弘前市立弘前図書館/おくゆかしき津軽の古典籍

通史編1(自然・原始)

新編弘前市史 通史編1(自然・原始)

第1章 津軽の自然

第四節 平野の地下地質

三 深部の地質

津軽平野南部の深度四〇〇メートルから一〇〇〇メートルに分布する地質は、掘さく深度、透水性、泉質および地下水系の検討結果から、以下のように要約される。
① 津軽平野南部地域の深部地質は、津軽平野中央断層(仮称)を境に東西で異なった岩相層序からなる。

② 津軽平野中央断層の東側の地質系統は、温泉水を含む地下水系を強く反映したものである。

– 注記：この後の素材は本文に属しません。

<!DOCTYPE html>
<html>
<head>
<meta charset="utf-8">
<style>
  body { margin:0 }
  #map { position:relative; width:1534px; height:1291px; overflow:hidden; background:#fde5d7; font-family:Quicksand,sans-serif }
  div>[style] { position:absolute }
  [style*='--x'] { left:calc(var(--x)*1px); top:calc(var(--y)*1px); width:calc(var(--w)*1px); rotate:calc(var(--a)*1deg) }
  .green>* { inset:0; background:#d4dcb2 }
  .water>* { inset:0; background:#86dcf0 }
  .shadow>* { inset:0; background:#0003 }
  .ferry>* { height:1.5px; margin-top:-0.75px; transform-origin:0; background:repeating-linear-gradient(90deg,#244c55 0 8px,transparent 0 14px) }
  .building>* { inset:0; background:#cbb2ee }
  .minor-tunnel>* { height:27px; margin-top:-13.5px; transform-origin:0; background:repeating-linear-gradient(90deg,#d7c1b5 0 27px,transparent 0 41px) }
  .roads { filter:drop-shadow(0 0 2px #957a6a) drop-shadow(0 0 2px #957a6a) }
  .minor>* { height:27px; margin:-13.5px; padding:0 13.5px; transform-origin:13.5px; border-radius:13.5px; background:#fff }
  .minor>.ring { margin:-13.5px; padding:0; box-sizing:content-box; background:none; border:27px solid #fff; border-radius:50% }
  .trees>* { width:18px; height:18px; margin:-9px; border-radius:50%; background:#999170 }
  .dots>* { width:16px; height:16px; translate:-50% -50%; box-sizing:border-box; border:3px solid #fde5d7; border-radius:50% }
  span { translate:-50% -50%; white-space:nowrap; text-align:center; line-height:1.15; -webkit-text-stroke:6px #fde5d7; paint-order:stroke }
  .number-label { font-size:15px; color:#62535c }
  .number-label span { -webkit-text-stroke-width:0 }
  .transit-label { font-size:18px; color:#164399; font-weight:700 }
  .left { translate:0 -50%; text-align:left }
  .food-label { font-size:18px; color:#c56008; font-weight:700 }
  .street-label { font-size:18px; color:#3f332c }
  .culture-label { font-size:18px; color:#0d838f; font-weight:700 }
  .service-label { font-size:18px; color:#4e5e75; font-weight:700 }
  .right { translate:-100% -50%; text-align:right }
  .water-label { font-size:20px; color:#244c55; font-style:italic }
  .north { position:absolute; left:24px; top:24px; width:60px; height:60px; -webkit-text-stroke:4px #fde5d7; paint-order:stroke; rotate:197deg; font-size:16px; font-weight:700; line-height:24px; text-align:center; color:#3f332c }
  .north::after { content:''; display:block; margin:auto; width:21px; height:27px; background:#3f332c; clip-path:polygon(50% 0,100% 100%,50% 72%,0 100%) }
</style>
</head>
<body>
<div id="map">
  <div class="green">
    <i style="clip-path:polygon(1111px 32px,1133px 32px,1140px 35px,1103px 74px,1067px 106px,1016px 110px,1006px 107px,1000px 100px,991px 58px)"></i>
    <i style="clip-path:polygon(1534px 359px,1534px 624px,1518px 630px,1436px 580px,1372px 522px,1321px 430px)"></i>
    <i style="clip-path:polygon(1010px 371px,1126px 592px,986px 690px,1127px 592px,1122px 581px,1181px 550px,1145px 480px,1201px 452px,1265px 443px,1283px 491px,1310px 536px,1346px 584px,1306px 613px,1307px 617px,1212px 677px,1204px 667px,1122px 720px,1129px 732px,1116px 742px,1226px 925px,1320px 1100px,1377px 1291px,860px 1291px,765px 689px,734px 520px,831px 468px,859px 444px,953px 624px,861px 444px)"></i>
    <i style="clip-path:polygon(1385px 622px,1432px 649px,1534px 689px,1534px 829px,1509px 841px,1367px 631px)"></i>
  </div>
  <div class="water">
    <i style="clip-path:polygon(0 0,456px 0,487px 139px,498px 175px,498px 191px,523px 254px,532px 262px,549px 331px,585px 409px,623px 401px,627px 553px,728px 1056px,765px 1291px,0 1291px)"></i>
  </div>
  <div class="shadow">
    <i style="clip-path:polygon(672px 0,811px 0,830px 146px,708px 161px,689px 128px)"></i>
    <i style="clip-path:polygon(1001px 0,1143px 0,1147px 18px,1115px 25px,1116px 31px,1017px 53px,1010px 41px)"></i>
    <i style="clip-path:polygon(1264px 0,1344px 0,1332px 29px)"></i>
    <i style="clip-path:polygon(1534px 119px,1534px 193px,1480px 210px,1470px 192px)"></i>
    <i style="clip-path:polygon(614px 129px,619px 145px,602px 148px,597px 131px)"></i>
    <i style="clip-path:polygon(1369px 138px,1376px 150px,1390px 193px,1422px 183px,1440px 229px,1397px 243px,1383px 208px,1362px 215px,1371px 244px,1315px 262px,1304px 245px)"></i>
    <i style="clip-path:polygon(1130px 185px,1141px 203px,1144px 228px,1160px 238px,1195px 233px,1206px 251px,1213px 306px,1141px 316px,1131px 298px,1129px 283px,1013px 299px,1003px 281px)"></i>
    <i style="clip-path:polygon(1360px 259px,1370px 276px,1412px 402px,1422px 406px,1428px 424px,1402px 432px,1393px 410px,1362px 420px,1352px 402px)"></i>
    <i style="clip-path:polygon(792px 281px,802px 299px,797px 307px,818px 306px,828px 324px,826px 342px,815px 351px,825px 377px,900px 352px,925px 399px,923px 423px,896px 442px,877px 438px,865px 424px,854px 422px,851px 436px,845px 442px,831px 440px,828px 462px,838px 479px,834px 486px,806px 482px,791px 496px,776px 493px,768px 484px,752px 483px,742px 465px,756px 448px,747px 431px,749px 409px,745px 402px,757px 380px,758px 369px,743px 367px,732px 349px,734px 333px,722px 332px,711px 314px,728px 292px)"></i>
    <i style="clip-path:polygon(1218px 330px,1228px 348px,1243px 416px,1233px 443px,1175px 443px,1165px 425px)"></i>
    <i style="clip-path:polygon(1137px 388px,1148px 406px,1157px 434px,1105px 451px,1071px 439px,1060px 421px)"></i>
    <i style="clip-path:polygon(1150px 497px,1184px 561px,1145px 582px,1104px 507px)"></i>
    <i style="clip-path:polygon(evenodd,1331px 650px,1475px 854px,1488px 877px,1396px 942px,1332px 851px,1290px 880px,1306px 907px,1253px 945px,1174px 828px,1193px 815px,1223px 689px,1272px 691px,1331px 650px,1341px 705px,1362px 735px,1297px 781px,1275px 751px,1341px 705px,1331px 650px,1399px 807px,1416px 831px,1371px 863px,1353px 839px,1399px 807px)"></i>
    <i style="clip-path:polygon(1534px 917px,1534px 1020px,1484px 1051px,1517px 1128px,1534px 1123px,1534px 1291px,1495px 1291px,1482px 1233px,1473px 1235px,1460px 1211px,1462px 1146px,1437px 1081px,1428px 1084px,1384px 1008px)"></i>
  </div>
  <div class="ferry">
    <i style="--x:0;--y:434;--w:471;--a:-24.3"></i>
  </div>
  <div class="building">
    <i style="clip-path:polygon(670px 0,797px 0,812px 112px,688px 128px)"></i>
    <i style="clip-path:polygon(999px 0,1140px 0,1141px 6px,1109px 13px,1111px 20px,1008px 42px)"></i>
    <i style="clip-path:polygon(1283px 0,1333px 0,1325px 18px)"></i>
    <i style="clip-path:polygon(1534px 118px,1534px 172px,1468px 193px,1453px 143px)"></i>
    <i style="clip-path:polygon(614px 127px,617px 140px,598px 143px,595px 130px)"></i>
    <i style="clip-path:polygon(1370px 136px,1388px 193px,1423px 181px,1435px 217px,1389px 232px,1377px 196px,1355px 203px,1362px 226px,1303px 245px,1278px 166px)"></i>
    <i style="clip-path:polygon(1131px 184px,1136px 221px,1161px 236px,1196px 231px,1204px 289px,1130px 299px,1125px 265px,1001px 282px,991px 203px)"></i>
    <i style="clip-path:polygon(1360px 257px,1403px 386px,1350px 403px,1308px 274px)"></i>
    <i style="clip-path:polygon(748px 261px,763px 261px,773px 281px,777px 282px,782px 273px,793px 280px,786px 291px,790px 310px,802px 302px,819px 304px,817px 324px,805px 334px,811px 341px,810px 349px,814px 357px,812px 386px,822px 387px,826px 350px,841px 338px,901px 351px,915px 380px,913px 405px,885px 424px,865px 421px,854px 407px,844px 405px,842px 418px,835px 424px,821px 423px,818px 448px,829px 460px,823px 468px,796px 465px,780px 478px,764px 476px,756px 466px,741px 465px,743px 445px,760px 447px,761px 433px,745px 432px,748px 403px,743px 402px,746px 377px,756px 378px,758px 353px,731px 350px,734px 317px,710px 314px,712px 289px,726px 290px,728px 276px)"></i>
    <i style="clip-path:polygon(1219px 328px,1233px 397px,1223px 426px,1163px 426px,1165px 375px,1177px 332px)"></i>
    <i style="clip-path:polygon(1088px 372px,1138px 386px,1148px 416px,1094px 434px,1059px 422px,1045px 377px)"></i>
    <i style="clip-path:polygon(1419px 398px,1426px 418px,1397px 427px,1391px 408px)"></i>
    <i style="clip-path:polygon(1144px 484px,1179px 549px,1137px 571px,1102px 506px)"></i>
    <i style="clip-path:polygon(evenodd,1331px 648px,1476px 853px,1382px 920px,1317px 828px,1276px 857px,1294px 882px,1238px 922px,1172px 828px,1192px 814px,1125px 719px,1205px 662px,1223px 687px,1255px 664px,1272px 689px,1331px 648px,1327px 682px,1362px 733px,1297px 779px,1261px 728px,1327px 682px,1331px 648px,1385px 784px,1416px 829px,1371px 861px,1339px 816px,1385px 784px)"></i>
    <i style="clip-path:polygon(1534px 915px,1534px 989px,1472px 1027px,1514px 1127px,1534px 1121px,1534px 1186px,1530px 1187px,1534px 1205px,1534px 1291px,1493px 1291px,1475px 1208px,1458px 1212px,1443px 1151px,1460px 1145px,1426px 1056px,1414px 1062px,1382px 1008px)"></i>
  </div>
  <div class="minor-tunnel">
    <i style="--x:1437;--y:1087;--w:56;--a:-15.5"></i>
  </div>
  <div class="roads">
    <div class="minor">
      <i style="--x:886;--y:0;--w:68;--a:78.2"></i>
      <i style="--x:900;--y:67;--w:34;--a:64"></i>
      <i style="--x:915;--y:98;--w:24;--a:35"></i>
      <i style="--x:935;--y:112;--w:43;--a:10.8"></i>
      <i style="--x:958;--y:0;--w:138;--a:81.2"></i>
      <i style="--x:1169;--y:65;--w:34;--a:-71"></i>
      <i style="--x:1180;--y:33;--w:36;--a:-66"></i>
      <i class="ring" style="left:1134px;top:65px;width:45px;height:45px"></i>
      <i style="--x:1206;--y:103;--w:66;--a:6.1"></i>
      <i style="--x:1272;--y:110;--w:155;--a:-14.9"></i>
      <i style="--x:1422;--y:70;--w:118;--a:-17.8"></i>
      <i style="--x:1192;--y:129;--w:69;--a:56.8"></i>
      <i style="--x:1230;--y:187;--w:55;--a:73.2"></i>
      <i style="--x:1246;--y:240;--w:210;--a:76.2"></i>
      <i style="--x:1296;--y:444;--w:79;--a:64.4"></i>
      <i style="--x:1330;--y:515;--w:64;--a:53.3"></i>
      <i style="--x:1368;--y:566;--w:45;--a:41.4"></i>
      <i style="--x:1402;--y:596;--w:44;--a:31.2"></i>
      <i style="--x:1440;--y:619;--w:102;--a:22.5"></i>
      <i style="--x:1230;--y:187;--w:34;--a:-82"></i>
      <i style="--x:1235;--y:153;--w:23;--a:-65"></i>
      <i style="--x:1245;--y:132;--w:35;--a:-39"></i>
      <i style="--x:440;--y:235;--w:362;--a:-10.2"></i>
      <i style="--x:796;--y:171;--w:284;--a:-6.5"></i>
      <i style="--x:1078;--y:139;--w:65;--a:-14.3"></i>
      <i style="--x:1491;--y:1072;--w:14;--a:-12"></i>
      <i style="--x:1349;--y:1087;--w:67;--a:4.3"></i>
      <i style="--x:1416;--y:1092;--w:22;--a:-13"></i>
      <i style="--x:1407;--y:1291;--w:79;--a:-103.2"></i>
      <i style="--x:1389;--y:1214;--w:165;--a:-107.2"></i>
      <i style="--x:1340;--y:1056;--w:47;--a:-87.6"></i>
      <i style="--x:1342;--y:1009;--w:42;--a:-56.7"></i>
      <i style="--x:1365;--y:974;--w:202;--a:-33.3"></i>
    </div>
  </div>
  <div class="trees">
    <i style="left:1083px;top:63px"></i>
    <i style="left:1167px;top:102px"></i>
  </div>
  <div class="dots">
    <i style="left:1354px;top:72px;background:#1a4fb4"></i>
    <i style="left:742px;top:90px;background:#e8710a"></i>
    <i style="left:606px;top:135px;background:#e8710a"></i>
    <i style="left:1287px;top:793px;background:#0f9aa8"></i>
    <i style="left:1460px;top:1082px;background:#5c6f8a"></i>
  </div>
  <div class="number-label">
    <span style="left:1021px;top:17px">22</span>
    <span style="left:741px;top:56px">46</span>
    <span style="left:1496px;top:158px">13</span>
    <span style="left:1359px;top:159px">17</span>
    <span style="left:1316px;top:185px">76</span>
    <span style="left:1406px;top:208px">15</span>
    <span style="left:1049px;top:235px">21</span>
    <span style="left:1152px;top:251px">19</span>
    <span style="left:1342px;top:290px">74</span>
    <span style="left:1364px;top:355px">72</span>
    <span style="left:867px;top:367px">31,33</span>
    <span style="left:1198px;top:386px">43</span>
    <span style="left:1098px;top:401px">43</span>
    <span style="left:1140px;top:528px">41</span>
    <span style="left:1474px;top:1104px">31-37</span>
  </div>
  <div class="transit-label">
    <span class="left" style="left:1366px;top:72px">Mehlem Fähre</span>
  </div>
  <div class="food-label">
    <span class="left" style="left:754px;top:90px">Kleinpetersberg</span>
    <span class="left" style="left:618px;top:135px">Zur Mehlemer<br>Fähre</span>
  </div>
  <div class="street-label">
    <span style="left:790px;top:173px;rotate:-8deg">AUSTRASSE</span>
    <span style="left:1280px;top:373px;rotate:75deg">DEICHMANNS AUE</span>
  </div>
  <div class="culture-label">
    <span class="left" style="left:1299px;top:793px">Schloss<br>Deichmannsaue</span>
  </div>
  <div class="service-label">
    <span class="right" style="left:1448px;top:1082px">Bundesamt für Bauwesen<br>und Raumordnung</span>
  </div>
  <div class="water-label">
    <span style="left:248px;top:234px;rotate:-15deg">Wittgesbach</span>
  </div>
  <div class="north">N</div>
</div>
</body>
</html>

③ 津軽平野中央断層の東側は、平賀町から黒石市の丘陵・山地に分布する新第三系中新統の板留層と温湯層相当層、ならびに、鮮新世の尾開山凝灰岩相当層からなる。これらの各層は、平賀町付近では北西から北方に、田舎館村付近では東方に、そして浪岡町付近では南西から南方に傾斜する。

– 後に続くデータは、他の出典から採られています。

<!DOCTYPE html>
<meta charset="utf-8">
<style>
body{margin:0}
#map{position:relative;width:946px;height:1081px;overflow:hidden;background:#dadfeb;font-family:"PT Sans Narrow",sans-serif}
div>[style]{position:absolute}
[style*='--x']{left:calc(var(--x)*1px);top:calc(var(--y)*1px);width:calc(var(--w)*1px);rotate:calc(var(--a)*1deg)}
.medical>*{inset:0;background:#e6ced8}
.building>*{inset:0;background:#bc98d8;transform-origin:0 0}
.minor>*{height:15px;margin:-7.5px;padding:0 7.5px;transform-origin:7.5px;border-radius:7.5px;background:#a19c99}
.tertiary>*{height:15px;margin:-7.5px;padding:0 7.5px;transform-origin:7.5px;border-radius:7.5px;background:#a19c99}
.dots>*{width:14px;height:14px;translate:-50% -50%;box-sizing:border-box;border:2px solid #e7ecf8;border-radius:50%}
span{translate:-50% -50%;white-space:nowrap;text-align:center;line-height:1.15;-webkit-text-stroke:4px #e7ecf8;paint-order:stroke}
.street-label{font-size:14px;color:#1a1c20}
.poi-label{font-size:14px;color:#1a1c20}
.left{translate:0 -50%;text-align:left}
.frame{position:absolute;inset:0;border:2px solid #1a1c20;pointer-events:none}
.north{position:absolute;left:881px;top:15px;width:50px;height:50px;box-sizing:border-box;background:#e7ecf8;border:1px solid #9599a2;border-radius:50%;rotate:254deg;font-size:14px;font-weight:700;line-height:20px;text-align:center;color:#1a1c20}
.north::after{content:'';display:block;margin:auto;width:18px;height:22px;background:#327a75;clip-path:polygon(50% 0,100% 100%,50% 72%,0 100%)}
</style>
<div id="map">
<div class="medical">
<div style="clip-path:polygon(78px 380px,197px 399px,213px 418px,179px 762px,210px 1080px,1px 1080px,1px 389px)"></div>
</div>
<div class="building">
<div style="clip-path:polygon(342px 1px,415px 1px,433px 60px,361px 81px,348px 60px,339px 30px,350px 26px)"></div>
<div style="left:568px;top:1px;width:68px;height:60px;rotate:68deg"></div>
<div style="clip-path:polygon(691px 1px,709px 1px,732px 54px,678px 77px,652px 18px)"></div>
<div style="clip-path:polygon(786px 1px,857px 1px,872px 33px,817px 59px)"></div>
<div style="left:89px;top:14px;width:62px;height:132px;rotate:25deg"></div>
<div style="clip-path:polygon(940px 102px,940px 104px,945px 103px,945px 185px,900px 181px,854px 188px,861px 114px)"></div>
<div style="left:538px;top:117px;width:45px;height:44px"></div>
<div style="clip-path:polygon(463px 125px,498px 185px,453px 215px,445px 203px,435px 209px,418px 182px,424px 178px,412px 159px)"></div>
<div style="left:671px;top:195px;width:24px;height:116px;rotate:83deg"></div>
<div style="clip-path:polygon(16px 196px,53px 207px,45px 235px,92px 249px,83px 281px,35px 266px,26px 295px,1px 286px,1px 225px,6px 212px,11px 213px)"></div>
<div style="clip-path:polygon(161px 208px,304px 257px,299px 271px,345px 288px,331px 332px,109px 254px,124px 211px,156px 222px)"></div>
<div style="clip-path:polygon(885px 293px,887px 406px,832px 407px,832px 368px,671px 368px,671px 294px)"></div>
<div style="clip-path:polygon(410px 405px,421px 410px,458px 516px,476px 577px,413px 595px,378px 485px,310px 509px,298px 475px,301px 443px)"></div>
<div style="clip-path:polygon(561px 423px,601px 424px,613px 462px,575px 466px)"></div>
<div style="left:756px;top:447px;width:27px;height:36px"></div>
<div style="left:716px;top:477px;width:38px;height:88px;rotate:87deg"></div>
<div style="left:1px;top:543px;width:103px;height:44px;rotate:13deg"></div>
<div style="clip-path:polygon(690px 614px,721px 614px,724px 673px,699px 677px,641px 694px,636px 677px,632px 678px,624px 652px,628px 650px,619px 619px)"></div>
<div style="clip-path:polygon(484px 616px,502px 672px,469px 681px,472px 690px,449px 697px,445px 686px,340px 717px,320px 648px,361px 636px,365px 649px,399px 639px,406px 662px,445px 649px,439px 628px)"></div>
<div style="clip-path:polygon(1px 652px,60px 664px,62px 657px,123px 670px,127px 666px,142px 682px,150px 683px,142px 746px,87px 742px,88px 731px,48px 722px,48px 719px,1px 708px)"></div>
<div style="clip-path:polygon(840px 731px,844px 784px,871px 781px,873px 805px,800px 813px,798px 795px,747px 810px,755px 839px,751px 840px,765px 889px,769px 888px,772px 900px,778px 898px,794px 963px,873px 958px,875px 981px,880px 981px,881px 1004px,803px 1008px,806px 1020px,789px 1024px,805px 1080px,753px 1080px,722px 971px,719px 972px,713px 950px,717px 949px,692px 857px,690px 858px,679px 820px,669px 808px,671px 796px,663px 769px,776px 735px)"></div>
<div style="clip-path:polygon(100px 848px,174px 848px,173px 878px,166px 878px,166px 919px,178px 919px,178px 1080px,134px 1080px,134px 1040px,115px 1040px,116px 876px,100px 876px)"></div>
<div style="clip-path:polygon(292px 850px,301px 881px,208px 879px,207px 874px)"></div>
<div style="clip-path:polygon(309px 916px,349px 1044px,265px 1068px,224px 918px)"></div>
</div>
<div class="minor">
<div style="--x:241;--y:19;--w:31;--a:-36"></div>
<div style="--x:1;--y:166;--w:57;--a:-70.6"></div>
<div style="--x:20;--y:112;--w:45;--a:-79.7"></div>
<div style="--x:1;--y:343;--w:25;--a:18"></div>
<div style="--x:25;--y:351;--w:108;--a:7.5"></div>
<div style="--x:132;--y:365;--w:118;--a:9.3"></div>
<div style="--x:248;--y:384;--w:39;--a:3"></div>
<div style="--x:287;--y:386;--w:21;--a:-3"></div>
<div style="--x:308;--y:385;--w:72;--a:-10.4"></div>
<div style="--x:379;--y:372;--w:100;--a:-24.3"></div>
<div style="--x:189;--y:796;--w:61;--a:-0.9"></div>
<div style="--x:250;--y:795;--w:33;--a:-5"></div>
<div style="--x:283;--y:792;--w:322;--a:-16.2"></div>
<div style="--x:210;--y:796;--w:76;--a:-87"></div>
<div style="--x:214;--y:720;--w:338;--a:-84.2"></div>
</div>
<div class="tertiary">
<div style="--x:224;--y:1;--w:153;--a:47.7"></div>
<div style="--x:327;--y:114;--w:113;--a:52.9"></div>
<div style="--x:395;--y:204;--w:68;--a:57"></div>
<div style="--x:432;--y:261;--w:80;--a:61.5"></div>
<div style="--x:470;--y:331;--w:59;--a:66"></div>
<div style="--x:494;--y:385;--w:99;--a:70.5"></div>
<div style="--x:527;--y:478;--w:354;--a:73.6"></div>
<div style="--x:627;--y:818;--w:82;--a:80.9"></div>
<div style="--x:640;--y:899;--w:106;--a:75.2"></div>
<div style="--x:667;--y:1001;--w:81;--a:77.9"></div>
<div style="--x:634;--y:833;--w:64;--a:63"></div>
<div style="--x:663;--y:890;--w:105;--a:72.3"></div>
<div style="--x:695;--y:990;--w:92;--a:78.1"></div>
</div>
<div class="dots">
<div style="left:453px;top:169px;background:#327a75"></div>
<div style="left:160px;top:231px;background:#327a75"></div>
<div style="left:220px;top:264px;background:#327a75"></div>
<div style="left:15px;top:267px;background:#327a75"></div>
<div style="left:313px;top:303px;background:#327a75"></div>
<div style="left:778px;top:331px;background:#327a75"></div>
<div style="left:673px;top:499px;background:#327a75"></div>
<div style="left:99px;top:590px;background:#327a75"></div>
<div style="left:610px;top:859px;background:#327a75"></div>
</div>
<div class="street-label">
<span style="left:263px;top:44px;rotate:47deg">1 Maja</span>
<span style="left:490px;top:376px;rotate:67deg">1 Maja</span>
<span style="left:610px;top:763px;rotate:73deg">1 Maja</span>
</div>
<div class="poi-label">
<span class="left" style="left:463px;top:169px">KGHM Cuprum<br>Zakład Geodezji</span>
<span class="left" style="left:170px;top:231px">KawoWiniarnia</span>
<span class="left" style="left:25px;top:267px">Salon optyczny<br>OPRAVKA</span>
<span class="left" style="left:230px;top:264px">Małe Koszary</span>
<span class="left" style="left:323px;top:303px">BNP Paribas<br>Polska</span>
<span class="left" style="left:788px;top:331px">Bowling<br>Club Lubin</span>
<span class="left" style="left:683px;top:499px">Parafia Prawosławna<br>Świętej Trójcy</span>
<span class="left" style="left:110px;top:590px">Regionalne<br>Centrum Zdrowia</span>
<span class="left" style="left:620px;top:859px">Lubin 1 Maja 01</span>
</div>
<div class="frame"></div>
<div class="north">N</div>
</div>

④ 津軽平野中央断層の西側は、おもに弘前市南部の山地に分布する新第三系中新統の大和沢層松木平層大秋層相当層で構成されている。また、これらの各層は北に傾斜している。なお、一部地域で新第三系中新統中下部層の砂子瀬層までの削入を示唆するボーリング資料があるが、地質時代の確定にはいたっていない。

⑤ 東西の地質系統の大きな違いは、西側の地質系統中に尾開山凝灰岩に相当する軽石凝灰岩が認められないことである。今後、地質層序の作成に使用した二つの文献と、ボーリング資料の再吟味が必要である。

⑥ 弘前市南西部の丘陵・山地に分布し、松木平層の部層と考えられている相馬安山岩類に対比される地層は、弘前市街地下で確認されていない。地表で確認されている分布域に、その範囲がほぼ限定されるのか、あるいは、断層により切られるのか今後究明する必要がある。